January 13th, 2009 Jeremy Merrill

Via social|median, ZDNet’s Phil Wainewright notes an uptick in attacks on Web-based software (Software-as-a-Service, or SaaS):

I welcomed Harry Debes’ outburst against SaaS last summer, because being attacked is always better than being ignored. After years of indifference to SaaS, the conventional software world has suddenly woken up to the threat and started attacking it in the hope it will all go away. …

[T]he harder these holdouts rage against SaaS, the more steadily it advances.
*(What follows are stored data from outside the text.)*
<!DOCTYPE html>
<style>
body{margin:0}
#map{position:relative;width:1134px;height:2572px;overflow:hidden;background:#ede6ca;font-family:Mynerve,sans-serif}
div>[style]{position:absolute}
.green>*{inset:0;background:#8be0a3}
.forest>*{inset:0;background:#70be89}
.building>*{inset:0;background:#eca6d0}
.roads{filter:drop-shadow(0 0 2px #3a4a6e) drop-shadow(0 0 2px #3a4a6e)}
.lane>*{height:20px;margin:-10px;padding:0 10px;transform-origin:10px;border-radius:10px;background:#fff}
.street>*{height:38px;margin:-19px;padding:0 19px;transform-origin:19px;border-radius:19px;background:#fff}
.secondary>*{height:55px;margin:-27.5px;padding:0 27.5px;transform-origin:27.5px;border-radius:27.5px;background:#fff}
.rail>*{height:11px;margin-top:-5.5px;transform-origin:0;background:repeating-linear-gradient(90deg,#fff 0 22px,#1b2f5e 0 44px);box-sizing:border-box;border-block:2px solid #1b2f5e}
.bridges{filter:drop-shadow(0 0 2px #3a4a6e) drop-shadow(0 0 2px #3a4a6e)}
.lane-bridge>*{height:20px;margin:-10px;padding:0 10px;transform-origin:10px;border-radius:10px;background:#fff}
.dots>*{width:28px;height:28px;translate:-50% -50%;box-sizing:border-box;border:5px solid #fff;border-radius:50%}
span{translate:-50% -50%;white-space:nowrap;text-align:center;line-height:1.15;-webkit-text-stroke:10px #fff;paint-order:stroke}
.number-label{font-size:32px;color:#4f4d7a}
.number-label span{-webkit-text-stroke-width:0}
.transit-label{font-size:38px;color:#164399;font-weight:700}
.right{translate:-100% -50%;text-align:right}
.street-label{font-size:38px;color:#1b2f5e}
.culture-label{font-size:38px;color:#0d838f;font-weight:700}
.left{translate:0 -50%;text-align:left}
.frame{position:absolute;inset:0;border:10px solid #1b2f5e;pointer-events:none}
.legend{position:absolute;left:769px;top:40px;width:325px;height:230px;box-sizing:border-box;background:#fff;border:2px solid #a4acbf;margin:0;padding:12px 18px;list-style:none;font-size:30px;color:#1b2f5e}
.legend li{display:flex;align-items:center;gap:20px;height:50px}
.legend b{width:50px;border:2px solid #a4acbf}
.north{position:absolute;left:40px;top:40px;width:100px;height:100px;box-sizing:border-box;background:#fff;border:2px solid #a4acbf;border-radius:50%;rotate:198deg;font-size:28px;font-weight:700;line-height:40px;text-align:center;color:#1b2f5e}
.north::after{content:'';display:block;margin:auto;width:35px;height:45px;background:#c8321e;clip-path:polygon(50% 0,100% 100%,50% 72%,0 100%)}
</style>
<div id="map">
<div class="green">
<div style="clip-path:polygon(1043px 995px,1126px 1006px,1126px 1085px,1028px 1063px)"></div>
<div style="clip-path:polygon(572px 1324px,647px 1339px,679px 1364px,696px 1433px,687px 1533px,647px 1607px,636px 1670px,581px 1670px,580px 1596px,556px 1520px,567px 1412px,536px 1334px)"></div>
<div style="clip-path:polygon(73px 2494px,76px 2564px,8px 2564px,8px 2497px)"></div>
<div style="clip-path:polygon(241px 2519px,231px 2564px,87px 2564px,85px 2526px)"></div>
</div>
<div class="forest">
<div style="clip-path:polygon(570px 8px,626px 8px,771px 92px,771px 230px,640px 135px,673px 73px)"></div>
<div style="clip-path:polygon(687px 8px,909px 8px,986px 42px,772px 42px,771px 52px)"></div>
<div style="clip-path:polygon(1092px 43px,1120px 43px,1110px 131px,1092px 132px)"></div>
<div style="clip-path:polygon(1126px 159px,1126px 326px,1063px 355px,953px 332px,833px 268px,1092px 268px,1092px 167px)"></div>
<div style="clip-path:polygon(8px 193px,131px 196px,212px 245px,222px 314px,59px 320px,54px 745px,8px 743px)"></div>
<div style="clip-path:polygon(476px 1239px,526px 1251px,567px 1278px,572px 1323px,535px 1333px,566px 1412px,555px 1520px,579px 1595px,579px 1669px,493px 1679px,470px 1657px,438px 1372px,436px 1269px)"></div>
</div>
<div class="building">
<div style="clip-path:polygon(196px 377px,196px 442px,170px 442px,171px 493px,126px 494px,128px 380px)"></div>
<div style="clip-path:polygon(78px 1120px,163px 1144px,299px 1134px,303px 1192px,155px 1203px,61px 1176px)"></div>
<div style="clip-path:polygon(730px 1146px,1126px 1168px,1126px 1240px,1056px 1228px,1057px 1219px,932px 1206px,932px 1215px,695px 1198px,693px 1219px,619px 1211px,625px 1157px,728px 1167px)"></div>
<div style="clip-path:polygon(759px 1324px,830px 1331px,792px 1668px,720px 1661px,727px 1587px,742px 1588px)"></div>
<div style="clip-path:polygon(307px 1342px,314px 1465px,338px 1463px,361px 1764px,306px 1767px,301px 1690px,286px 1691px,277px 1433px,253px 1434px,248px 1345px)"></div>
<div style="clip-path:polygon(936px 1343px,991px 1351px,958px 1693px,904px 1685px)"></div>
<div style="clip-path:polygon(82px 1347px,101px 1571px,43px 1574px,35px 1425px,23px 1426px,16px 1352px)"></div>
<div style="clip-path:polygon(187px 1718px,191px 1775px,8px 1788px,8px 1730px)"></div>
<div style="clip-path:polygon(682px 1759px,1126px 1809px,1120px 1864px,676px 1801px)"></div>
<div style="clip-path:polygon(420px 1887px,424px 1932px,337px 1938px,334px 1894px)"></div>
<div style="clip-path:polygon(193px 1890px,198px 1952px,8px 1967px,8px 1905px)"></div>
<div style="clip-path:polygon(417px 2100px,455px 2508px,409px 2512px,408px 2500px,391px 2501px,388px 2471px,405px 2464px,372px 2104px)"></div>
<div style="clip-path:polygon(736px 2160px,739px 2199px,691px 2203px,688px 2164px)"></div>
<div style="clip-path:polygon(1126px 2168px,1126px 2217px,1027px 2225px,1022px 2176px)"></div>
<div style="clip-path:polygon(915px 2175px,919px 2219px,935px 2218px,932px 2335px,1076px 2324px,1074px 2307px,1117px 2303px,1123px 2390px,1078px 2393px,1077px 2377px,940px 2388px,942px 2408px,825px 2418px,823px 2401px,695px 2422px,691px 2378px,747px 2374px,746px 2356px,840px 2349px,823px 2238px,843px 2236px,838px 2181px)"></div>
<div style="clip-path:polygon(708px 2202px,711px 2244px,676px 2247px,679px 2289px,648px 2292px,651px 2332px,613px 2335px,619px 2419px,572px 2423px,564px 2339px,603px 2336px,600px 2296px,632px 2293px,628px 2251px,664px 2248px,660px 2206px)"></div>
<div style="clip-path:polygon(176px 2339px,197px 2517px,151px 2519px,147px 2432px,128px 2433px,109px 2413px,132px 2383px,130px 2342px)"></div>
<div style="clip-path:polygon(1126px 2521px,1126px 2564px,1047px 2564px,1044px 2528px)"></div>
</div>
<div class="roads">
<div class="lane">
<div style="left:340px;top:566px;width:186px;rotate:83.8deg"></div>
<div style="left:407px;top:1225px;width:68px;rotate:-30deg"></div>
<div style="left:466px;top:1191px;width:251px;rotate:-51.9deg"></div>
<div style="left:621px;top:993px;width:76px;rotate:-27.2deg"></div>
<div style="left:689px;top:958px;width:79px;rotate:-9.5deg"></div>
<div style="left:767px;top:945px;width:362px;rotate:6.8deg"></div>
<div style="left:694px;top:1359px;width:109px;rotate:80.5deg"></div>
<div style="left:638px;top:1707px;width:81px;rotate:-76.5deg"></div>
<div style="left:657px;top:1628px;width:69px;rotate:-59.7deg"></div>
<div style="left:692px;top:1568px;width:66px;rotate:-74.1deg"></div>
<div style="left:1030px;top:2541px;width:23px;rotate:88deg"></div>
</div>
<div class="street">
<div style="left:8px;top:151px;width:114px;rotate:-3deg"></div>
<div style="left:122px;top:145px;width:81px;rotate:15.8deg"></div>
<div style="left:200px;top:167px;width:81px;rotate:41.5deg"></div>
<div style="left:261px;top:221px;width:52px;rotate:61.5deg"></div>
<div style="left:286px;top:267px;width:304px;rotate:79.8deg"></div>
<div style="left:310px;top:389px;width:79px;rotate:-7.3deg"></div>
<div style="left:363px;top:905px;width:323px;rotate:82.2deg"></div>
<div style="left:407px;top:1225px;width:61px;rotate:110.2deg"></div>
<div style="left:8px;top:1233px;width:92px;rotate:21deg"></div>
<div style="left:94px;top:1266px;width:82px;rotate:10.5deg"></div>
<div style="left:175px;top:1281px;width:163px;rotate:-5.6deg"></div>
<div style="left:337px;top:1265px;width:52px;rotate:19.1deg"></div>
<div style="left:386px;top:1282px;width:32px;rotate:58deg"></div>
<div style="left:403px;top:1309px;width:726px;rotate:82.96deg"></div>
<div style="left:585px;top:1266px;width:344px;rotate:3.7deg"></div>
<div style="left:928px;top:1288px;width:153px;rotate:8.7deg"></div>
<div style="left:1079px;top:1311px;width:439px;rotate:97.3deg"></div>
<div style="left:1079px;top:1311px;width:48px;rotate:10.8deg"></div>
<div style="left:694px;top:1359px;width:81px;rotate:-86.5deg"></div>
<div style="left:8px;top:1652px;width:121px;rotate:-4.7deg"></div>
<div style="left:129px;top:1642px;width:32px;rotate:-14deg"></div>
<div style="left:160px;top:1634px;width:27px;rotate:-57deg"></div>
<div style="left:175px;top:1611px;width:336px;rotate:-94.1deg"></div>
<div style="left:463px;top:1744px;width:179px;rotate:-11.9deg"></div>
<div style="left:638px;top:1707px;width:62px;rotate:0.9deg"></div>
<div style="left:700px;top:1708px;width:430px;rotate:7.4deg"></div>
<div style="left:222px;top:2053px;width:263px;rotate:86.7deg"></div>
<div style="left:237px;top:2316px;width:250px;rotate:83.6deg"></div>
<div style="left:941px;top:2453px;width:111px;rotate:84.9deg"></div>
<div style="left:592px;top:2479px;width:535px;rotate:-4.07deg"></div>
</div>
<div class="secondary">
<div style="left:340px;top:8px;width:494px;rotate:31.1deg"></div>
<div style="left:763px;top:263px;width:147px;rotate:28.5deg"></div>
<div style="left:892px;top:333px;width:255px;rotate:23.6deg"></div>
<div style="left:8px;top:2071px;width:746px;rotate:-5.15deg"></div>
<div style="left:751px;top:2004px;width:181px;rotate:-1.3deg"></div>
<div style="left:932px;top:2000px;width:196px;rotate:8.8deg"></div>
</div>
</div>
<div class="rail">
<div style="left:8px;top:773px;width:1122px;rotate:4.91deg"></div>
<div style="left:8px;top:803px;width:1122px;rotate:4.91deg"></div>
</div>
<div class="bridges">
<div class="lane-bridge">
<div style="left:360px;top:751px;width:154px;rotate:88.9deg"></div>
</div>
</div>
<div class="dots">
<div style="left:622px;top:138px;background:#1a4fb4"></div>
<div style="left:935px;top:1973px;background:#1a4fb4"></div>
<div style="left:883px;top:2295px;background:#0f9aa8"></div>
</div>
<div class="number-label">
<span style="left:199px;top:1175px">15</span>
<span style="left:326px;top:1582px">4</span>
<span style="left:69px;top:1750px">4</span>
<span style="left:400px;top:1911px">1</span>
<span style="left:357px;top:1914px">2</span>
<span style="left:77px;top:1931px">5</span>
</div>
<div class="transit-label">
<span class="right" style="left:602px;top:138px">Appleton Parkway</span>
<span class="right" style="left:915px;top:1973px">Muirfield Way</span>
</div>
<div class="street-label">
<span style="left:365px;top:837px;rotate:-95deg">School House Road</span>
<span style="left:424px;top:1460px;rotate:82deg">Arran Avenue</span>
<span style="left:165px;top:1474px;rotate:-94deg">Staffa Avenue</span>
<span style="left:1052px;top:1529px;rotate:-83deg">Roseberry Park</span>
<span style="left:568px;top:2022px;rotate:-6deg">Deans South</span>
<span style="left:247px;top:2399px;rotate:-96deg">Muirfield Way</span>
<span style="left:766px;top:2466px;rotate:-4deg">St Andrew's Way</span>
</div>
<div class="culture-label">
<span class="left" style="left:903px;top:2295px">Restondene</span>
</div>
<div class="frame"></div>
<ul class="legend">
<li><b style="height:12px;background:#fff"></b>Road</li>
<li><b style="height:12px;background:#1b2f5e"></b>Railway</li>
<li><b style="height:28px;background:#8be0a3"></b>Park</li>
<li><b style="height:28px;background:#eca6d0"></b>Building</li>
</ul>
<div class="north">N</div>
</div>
Today, Evans Data released the results of a developer survey that found almost a third of developers in North America are already working on SaaS projects, and more than half worldwide expect they’ll be doing so in 2009. …

Faced with such a relentless surge, the anti-SaaS chorus is hitting ever more frenetic notes. …

When the attacks become this desperate, you know you’re onto a winner.

Well, we at redPear certainly hope we’re onto a winner — namely, our new SaaS CRM application, redPear|Core.  Core is the first in a line of SaaS applications to come.

My sense is that this is only the beginning of the end for old, dinosaur, legacy software and media.  Those Old Software and Old Media companies who are capable of changing, of adapting to and embracing this New Software and New (+Social) Media environment, are those who will survive.  Those who are only capable of desperately clinging to the Old models and launching baseless attacks on the New will not.